Grande culture céréalière dans le Montana, près
de la frontière canadienne;
(cliché Yamashita/Rapho) retour
Championne de l'hyperproductivité, l'agriculture américaine
lutte... pour sa survie
"Le Monde" lundi 10 juin 2002
Leon Bertsch est fier de son nouveau tracteur : dans la cabine du John Deere
8410 T, doté de chenilles pour moins tasser la terre, il explique
l'utilité de l'écran situé à droite du volant
: le moniteur du Global Positioning System (GPS), qu'il utilise cette année
pour la première fois, lui permet de conduire très précisément
l'engin, qui tire un planteur de semences de soja. Cela évite les
recouvrements ou les doubles passages quand, au bout de l'immense champ,
il vire pour repartir en sens inverse.
Leon est un solide gaillard de 43 ans, enjoué, barbu, lunettes noires.

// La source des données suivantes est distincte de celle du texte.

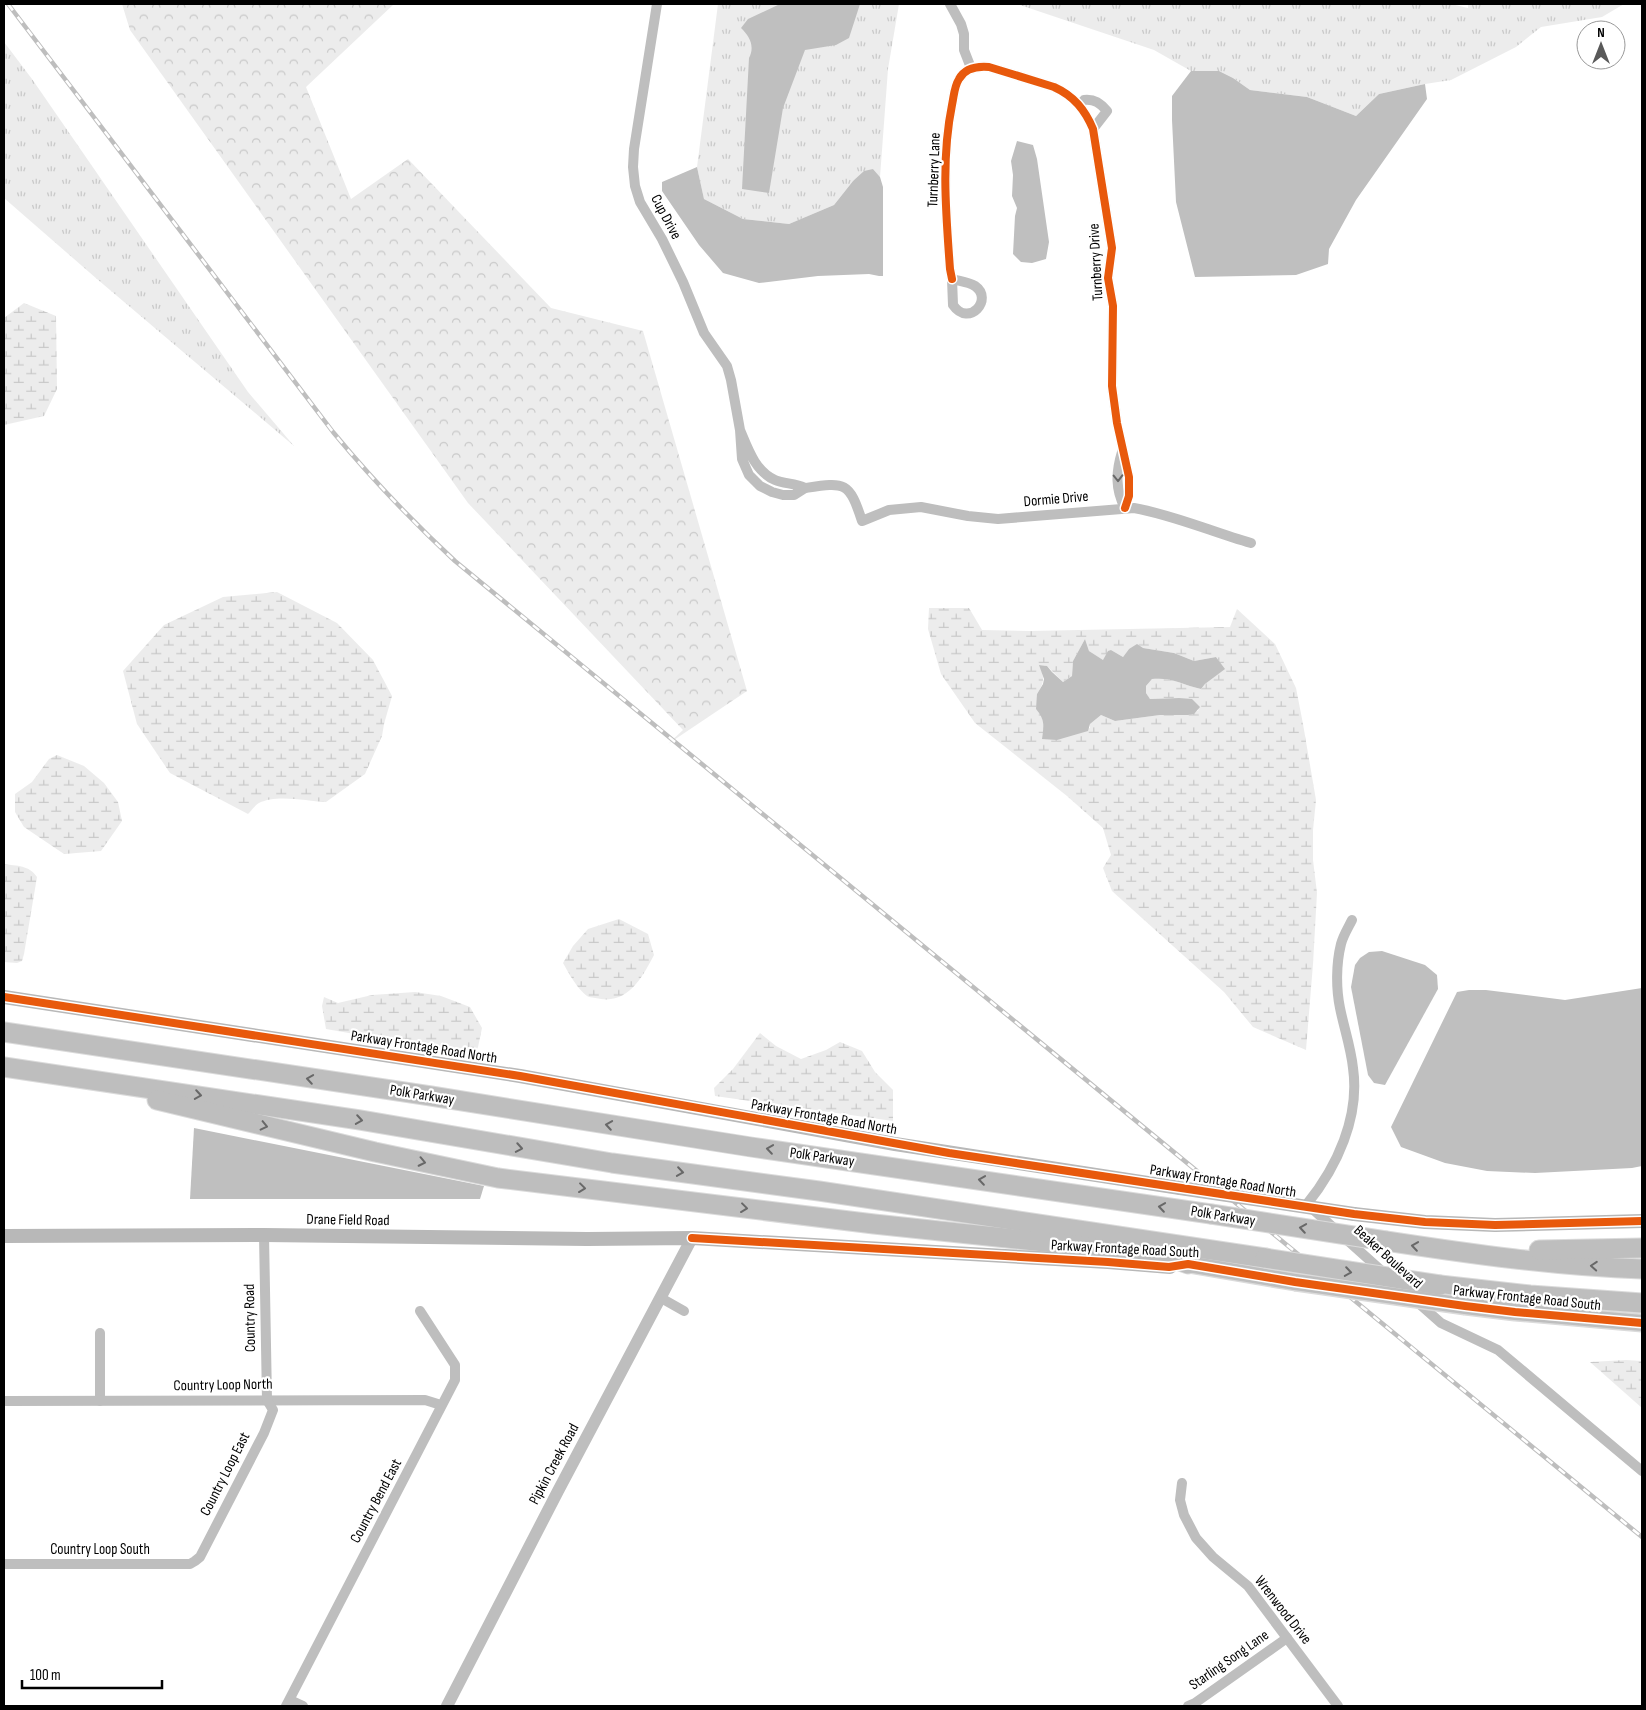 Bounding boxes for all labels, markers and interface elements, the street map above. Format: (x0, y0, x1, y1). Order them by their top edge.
north arrow (1576, 20, 1626, 70)
text: N (1597, 24, 1605, 41)
street label: Turnberry Lane (923, 132, 945, 208)
street label: Cup Drive (646, 191, 686, 243)
street label: Turnberry Drive (1084, 223, 1108, 301)
one-way arrow (1112, 475, 1123, 483)
street label: Dormie Drive (1023, 487, 1089, 511)
street label: Parkway Frontage Road North (349, 1026, 499, 1068)
one-way arrow (306, 1074, 314, 1084)
street label: Polk Parkway (388, 1081, 456, 1110)
one-way arrow (194, 1090, 203, 1100)
street label: Parkway Frontage Road North (750, 1095, 898, 1139)
one-way arrow (355, 1114, 363, 1125)
one-way arrow (259, 1120, 268, 1131)
one-way arrow (605, 1120, 613, 1131)
one-way arrow (515, 1142, 524, 1152)
street label: Polk Parkway (788, 1143, 856, 1171)
one-way arrow (765, 1145, 774, 1155)
one-way arrow (418, 1156, 427, 1167)
street label: Parkway Frontage Road North (1148, 1160, 1298, 1202)
one-way arrow (676, 1166, 684, 1177)
one-way arrow (978, 1175, 986, 1186)
one-way arrow (579, 1182, 587, 1193)
one-way arrow (740, 1202, 748, 1213)
one-way arrow (1158, 1202, 1167, 1212)
street label: Polk Parkway (1189, 1202, 1257, 1231)
street label: Drane Field Road (306, 1210, 390, 1230)
street label: Beaker Boulevard (1350, 1221, 1426, 1293)
one-way arrow (1299, 1224, 1308, 1234)
street label: Parkway Frontage Road South (1050, 1236, 1200, 1262)
one-way arrow (1410, 1241, 1419, 1251)
one-way arrow (1589, 1260, 1597, 1271)
one-way arrow (1343, 1266, 1352, 1276)
street label: Parkway Frontage Road South (1452, 1281, 1602, 1315)
street label: Country Road (240, 1284, 260, 1352)
street label: Country Loop North (173, 1375, 273, 1395)
street label: Pipkin Creek Road (525, 1420, 583, 1508)
street label: Country Loop East (196, 1429, 254, 1519)
street label: Country Bend East (346, 1455, 406, 1546)
street label: Country Loop South (50, 1540, 150, 1559)
street label: Wrenwood Drive (1250, 1572, 1316, 1648)
street label: Starling Song Lane (1185, 1626, 1273, 1694)
scale bar (22, 1658, 162, 1690)
text: 100 m (30, 1666, 61, 1685)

Ce qu'il aime dans son métier de fermier ? « Je suis mon propre
patron. Cet après-midi, j'ai pu aller à une réunion
familiale sans demander l'avis de personne. Et maintenant, je travaillerai
jusqu'à minuit. » La liberté. Et puis il y a la terre,
lourde et grasse, le miracle de la croissance des plantes, l'espace, la
puissance des machines.
Mais le champ de Leon Bertsch jouxte Blanchard, un bourg déserté
où ne vivent plus qu'une vingtaine de personnes. De l'autre côté,
au-delà d'un repli de terrain, on aperçoit une ferme en bois
à l'air décati. « Le gars, là, il a abandonné
l'agriculture ; il est devenu chauffeur de camion : on loue sa terre. »
La situation de M. Bertsch n'est elle-même pas florissante. Le nouveau
tracteur représente une dette de 200 000 dollars (213 000 euros).
Les revenus tirés de l'exploitation de 1600 hectares ne dégagent
qu'une toute petite marge. « La seule solution est de toujours grossir.
Mais grossir jusqu'où ? (...) En fait, on ne pourrait pas vivre rien
qu'avec la ferme : on tient parce qu'on a un autre business de transport
routier et de vente de camions. » Sans oublier les subventions fédérales,
indispensables.
Course au gigantisme, pluriactivité obligée, disparition lente
des exploitants : les statistiques corroborent ce tableau. Entre 1959 et
1997, le nombre d'exploitations « à plein temps » est passé
aux Etats-Unis de 2 millions à 870 000, selon le ministère
américain de l'agriculture. Depuis 1997, date du dernier recensement,
la tendance ne s'est pas infléchie. En revanche, le nombre d'exploitations
de plus de 400 hectares est passé de 136 000 à 176 000. Paradoxe
: alors qu'elle est toujours plus productive, l'agriculture a procuré
aux Etats-Unis, en 2001, un revenu net inférieur à celui de...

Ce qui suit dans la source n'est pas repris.